Problem to solve
Quote from the first line below through the line that contains "ctx.lineJoin = 'round';", both included, and leave the pictures out.

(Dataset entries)
--

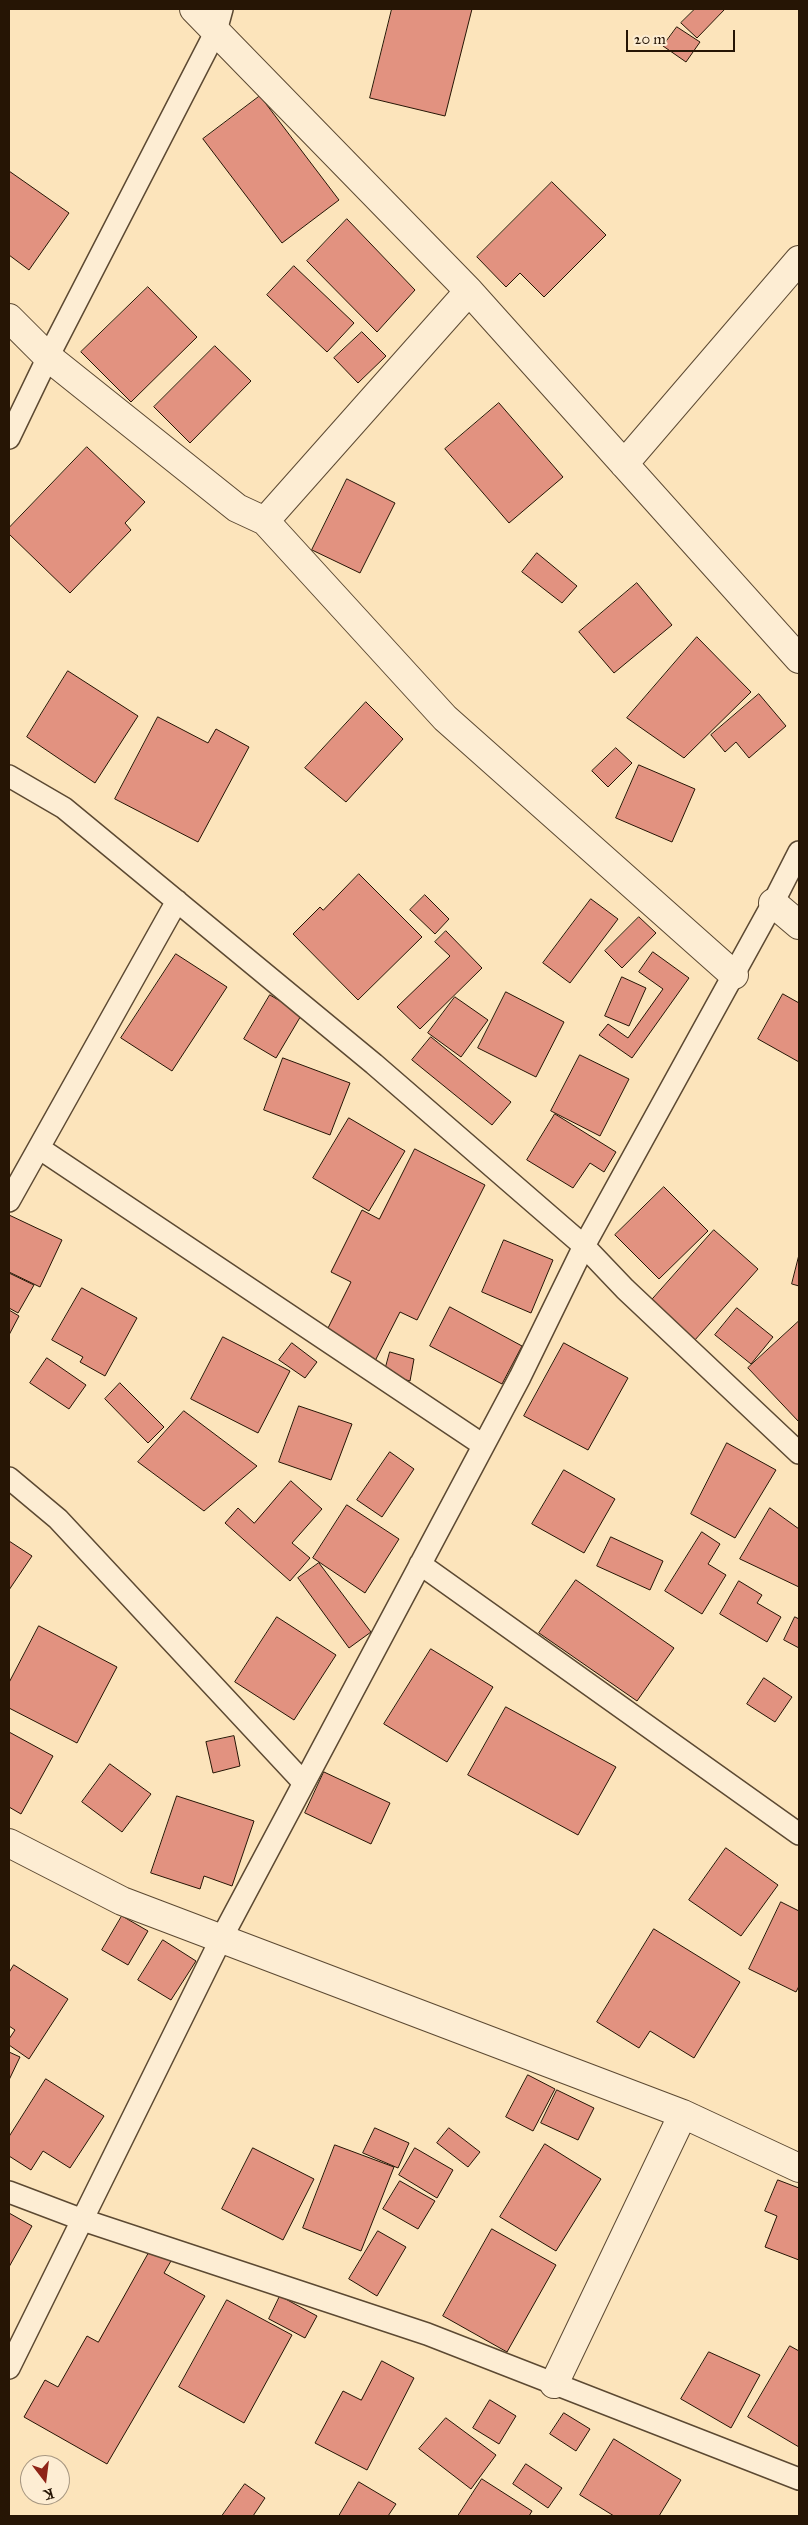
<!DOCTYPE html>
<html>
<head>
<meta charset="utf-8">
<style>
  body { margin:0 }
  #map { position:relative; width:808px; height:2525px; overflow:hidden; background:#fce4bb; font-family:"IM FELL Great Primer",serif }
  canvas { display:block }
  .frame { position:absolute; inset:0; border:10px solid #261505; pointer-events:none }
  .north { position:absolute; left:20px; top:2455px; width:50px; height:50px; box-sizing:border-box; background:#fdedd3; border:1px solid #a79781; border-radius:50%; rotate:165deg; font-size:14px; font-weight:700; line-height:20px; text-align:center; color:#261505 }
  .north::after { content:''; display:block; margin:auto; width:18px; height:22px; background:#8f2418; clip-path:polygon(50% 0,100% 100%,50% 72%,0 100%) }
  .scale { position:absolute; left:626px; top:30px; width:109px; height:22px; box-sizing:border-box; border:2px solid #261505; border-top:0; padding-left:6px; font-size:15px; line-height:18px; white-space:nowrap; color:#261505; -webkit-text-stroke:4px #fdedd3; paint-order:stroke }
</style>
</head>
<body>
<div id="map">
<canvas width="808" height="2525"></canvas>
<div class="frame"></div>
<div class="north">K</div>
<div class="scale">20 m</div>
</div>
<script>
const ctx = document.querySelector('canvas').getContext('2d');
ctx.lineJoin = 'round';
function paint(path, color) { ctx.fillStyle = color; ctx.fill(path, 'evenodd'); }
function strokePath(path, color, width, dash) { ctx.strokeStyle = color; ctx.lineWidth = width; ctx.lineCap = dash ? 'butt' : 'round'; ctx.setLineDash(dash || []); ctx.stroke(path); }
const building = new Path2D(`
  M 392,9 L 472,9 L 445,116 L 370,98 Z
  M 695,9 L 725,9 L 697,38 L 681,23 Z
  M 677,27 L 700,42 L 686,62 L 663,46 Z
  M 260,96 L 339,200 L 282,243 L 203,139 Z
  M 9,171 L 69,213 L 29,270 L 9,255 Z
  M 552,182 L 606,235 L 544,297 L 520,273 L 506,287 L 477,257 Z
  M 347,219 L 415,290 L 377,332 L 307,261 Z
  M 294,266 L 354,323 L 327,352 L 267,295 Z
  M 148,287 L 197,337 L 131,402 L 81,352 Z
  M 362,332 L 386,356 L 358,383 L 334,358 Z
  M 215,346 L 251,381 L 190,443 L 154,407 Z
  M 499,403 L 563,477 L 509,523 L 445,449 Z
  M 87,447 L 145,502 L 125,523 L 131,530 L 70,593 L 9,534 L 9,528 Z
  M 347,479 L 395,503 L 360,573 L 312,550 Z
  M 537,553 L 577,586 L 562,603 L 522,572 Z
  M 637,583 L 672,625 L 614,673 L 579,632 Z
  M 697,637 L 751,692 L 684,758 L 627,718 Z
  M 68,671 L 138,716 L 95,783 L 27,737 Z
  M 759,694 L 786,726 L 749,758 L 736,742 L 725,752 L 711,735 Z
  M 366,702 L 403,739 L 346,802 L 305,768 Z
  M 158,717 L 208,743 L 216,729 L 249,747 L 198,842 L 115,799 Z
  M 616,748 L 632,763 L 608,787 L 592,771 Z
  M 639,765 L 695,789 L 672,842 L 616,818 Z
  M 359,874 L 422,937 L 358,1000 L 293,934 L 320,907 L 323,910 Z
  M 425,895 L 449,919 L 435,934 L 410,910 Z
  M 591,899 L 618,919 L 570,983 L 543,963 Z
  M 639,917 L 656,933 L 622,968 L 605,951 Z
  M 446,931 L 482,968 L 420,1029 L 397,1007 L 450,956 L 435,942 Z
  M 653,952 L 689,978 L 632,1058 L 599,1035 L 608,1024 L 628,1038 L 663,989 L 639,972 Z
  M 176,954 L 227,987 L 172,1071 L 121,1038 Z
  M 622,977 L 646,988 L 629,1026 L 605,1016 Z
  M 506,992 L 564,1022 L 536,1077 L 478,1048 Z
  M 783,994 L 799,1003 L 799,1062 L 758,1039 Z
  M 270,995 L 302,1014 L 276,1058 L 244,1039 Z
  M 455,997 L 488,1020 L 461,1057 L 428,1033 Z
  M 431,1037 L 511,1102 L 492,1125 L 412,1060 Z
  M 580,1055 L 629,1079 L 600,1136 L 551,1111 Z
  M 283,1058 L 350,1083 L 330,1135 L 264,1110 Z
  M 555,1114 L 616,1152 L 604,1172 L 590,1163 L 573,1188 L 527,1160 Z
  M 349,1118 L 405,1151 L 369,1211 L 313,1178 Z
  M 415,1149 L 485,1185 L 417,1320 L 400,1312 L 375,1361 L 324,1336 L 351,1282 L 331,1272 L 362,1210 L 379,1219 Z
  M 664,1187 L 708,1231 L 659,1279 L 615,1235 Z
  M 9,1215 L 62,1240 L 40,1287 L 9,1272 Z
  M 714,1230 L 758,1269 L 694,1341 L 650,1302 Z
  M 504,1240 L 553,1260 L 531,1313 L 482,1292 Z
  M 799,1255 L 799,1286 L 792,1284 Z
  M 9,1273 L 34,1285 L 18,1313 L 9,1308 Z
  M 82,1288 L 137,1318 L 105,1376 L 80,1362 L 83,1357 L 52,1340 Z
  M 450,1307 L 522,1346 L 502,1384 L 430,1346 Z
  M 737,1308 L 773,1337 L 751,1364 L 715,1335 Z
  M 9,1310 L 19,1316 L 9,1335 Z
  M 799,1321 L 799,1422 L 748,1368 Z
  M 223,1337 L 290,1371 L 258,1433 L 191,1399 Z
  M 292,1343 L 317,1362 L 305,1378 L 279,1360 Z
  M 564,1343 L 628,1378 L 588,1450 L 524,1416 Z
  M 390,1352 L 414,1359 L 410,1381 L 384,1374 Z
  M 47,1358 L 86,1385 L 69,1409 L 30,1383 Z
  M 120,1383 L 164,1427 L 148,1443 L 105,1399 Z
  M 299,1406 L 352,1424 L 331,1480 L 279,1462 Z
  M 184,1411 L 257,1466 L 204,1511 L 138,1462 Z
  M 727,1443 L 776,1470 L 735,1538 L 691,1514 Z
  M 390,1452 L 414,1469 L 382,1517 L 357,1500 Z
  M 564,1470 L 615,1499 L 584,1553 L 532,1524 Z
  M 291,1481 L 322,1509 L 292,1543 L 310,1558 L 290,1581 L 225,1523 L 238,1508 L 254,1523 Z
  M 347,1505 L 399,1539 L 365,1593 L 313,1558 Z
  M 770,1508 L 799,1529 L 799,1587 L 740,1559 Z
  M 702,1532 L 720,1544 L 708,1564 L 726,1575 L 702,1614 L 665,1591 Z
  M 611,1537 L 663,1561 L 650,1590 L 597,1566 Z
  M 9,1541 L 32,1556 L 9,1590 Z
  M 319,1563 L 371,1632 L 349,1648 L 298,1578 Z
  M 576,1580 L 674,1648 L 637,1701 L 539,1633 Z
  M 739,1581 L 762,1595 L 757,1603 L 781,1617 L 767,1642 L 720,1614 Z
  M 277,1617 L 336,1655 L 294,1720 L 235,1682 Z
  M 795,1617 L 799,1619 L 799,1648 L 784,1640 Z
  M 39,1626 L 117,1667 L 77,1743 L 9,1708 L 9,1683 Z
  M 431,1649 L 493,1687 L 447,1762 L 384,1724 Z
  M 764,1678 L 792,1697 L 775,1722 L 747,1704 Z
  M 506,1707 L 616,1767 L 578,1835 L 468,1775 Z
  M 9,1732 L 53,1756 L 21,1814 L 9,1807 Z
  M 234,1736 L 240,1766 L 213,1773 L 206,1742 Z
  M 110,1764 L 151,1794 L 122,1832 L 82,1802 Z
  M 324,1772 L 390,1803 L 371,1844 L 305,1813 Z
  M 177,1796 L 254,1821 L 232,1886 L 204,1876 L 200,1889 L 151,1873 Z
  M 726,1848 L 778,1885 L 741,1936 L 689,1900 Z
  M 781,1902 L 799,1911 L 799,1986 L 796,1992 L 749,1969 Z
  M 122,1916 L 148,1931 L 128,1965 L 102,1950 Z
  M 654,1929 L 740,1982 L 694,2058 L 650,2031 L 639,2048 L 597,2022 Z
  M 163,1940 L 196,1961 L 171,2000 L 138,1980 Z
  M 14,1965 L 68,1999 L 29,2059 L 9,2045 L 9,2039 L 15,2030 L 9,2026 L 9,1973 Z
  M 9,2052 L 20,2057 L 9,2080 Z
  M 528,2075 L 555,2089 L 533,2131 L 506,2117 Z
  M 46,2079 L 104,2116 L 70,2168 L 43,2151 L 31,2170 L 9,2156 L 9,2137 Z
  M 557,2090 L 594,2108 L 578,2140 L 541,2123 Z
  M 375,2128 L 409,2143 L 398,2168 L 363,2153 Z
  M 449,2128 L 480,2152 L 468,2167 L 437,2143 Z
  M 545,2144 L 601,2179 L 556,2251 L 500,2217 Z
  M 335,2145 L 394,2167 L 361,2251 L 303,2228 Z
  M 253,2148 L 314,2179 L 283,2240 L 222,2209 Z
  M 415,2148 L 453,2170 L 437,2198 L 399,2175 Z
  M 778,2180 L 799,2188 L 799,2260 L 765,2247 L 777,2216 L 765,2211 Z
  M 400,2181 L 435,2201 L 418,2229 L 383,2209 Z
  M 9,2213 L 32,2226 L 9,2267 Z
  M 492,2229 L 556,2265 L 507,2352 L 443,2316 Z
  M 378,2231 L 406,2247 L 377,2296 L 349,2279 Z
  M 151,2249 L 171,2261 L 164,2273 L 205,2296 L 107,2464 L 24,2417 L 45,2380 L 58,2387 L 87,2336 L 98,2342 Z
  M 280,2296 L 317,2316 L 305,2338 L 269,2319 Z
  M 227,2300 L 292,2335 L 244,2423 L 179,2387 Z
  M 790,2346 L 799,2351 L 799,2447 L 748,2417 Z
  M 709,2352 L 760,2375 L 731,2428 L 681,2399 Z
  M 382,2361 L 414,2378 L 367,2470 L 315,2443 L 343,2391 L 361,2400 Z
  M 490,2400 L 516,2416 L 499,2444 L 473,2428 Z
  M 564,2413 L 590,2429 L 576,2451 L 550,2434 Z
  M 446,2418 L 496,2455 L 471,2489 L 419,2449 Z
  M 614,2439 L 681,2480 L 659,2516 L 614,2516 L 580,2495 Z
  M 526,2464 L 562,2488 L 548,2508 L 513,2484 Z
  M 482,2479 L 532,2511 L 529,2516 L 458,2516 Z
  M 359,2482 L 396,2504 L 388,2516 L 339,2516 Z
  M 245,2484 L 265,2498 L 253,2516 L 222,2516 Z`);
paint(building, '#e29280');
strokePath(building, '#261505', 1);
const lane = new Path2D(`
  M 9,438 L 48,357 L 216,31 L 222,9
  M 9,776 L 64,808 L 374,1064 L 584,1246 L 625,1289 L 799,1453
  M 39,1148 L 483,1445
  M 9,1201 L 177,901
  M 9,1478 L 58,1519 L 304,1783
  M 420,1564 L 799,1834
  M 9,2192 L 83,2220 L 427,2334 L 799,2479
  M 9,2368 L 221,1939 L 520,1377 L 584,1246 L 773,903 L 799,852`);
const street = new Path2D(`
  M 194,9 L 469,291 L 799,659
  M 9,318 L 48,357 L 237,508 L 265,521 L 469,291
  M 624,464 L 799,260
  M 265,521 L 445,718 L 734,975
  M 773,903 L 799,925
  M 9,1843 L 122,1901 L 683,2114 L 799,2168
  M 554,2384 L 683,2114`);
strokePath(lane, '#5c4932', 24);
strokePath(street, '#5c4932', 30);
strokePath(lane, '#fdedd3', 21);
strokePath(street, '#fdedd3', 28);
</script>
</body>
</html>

--

Result of this task
<!DOCTYPE html>
<html>
<head>
<meta charset="utf-8">
<style>
  body { margin:0 }
  #map { position:relative; width:808px; height:2525px; overflow:hidden; background:#fce4bb; font-family:"IM FELL Great Primer",serif }
  canvas { display:block }
  .frame { position:absolute; inset:0; border:10px solid #261505; pointer-events:none }
  .north { position:absolute; left:20px; top:2455px; width:50px; height:50px; box-sizing:border-box; background:#fdedd3; border:1px solid #a79781; border-radius:50%; rotate:165deg; font-size:14px; font-weight:700; line-height:20px; text-align:center; color:#261505 }
  .north::after { content:''; display:block; margin:auto; width:18px; height:22px; background:#8f2418; clip-path:polygon(50% 0,100% 100%,50% 72%,0 100%) }
  .scale { position:absolute; left:626px; top:30px; width:109px; height:22px; box-sizing:border-box; border:2px solid #261505; border-top:0; padding-left:6px; font-size:15px; line-height:18px; white-space:nowrap; color:#261505; -webkit-text-stroke:4px #fdedd3; paint-order:stroke }
</style>
</head>
<body>
<div id="map">
<canvas width="808" height="2525"></canvas>
<div class="frame"></div>
<div class="north">K</div>
<div class="scale">20 m</div>
</div>
<script>
const ctx = document.querySelector('canvas').getContext('2d');
ctx.lineJoin = 'round';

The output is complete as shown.